**INSTRUCTIONS TO FOLLOW:** Copy every line that holds the string "Perez" from the data below.

**PROVIDED RECORDS:**
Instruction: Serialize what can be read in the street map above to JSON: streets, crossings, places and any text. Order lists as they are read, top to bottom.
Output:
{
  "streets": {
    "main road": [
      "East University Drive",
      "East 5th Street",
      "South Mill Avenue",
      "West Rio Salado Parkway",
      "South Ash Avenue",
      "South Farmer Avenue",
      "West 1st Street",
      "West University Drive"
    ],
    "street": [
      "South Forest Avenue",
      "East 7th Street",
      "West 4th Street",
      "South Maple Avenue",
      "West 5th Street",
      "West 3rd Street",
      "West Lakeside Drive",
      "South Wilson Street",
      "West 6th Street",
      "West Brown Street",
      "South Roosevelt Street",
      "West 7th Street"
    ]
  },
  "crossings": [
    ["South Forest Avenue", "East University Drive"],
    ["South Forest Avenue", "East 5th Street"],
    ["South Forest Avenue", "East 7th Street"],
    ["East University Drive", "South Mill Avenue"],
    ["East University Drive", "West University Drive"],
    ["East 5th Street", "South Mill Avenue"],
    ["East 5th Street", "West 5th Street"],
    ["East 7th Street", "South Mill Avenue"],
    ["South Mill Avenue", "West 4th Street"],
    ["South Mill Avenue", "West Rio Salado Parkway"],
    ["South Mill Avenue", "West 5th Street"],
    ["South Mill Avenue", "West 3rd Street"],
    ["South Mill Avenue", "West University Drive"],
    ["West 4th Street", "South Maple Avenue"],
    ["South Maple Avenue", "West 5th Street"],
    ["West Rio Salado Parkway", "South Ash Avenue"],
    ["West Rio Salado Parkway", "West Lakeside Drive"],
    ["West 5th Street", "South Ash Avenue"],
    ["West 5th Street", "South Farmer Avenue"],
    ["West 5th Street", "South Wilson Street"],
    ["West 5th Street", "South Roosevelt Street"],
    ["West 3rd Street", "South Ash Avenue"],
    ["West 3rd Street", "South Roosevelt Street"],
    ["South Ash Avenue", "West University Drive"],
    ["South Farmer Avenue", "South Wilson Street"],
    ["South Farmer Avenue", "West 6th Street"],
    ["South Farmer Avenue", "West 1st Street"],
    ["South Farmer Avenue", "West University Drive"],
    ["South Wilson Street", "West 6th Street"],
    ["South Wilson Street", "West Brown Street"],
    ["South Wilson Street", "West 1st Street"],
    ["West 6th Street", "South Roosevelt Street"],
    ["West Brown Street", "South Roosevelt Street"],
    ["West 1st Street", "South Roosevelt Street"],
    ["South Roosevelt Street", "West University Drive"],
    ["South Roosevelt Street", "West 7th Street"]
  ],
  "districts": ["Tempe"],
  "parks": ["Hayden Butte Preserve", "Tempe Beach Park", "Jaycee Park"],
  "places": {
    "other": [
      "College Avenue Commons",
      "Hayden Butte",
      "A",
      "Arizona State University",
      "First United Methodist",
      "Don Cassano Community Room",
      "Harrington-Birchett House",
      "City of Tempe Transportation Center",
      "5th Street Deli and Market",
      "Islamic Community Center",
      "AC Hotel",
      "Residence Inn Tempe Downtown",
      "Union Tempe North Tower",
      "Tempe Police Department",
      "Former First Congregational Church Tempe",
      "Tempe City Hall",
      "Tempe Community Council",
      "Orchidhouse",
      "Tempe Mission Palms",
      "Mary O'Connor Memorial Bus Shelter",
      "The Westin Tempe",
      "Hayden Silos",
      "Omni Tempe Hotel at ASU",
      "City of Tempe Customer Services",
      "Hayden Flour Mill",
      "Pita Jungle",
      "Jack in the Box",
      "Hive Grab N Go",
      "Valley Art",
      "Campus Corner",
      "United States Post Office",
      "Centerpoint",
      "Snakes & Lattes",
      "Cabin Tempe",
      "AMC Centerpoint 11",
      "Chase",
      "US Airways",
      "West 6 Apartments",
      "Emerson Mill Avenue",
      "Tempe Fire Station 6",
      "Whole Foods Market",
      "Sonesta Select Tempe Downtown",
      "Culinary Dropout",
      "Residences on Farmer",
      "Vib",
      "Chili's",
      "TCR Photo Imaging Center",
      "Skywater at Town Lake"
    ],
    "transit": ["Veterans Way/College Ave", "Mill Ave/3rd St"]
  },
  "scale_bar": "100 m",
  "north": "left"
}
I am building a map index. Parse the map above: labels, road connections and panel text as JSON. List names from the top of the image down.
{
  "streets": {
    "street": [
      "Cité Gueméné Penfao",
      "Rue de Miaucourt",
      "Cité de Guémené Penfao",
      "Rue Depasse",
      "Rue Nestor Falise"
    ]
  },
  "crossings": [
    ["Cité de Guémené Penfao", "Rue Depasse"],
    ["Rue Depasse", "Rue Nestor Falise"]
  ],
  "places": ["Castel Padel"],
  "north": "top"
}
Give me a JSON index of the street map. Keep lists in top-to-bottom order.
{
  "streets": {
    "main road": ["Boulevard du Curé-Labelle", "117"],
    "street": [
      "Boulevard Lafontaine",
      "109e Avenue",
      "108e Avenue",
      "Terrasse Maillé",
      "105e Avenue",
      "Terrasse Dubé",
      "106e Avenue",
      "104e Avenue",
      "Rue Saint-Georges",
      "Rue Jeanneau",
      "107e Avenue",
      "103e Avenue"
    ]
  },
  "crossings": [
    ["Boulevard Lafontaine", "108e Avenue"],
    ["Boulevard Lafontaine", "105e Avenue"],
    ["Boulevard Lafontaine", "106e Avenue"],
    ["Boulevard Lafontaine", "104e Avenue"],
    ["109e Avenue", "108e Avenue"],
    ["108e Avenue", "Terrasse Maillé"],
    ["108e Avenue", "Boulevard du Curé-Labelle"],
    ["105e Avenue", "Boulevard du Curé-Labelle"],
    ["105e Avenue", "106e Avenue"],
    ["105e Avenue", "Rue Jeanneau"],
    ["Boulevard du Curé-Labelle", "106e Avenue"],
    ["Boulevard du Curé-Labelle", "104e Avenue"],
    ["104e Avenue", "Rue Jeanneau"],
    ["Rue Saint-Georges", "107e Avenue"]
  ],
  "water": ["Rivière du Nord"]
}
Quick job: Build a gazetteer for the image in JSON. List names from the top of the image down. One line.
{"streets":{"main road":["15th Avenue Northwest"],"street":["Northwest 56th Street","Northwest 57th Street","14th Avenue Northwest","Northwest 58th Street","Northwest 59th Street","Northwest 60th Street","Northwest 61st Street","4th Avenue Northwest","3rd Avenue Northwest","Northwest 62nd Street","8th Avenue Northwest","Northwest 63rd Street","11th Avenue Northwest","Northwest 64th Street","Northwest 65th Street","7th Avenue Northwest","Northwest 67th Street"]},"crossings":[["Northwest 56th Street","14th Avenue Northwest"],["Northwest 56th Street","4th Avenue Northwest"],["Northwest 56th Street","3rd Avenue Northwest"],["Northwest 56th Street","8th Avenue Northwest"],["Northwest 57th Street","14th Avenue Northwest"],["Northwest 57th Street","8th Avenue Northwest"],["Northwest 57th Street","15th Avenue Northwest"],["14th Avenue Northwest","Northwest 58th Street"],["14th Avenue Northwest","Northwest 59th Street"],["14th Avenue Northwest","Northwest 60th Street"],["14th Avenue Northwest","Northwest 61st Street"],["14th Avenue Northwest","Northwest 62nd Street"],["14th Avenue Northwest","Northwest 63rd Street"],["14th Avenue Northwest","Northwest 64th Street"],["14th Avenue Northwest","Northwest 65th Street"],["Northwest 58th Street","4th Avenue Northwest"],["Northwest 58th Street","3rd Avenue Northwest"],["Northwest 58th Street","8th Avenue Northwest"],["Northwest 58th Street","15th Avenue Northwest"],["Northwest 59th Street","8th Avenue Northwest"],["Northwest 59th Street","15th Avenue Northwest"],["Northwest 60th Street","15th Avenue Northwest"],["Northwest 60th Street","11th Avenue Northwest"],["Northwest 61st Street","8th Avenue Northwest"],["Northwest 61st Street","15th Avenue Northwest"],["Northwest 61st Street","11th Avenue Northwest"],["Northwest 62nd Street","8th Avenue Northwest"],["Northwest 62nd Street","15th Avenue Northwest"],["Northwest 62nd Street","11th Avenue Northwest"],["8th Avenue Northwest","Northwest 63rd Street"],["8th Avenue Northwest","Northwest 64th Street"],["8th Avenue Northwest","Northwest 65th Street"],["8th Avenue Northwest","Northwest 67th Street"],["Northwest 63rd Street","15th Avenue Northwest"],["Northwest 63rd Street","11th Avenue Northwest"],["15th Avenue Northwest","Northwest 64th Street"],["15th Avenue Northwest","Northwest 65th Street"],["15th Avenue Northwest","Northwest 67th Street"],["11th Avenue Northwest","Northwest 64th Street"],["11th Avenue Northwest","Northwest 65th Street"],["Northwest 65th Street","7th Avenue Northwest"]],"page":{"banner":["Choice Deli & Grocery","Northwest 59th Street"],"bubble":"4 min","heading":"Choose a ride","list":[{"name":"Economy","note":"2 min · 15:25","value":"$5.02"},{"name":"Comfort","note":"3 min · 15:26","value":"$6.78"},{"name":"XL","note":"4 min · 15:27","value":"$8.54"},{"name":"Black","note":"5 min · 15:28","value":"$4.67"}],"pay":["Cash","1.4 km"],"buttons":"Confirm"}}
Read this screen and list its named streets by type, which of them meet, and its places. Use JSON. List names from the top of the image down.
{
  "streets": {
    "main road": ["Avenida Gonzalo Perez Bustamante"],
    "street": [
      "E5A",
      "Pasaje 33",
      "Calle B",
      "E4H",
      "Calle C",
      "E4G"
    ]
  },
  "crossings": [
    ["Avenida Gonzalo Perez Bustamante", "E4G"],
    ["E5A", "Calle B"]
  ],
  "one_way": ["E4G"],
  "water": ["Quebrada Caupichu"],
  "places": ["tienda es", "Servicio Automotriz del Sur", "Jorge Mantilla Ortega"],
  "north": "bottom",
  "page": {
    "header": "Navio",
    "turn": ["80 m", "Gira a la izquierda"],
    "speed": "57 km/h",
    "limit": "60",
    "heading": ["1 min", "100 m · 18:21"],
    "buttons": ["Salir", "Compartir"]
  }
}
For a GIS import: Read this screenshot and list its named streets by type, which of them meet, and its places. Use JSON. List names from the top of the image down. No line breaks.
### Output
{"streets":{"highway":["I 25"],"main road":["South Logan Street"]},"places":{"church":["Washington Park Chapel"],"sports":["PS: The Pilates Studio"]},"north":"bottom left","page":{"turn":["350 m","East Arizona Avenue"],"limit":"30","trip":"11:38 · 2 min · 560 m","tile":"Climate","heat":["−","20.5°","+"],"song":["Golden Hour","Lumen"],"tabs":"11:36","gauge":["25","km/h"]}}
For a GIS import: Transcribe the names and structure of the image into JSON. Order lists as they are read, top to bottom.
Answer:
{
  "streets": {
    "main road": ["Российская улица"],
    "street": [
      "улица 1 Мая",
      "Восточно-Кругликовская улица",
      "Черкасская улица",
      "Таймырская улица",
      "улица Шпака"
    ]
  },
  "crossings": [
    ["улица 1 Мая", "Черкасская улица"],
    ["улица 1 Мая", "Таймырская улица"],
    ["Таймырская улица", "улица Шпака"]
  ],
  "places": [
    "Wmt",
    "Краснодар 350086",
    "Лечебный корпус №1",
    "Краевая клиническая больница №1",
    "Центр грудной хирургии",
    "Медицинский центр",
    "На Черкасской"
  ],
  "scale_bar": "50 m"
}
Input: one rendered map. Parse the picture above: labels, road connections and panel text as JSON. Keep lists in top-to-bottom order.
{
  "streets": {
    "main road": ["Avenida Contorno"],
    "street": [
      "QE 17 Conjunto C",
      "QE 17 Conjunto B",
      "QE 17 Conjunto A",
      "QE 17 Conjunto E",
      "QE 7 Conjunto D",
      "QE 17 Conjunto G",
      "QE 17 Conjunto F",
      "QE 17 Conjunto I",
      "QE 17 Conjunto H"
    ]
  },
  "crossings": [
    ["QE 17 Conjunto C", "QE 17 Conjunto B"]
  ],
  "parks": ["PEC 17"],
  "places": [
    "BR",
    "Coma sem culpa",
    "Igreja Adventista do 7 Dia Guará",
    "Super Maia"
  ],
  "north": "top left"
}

**COMPLETED EXERCISE:**
    "main road": ["Avenida Gonzalo Perez Bustamante"],
    ["Avenida Gonzalo Perez Bustamante", "E4G"],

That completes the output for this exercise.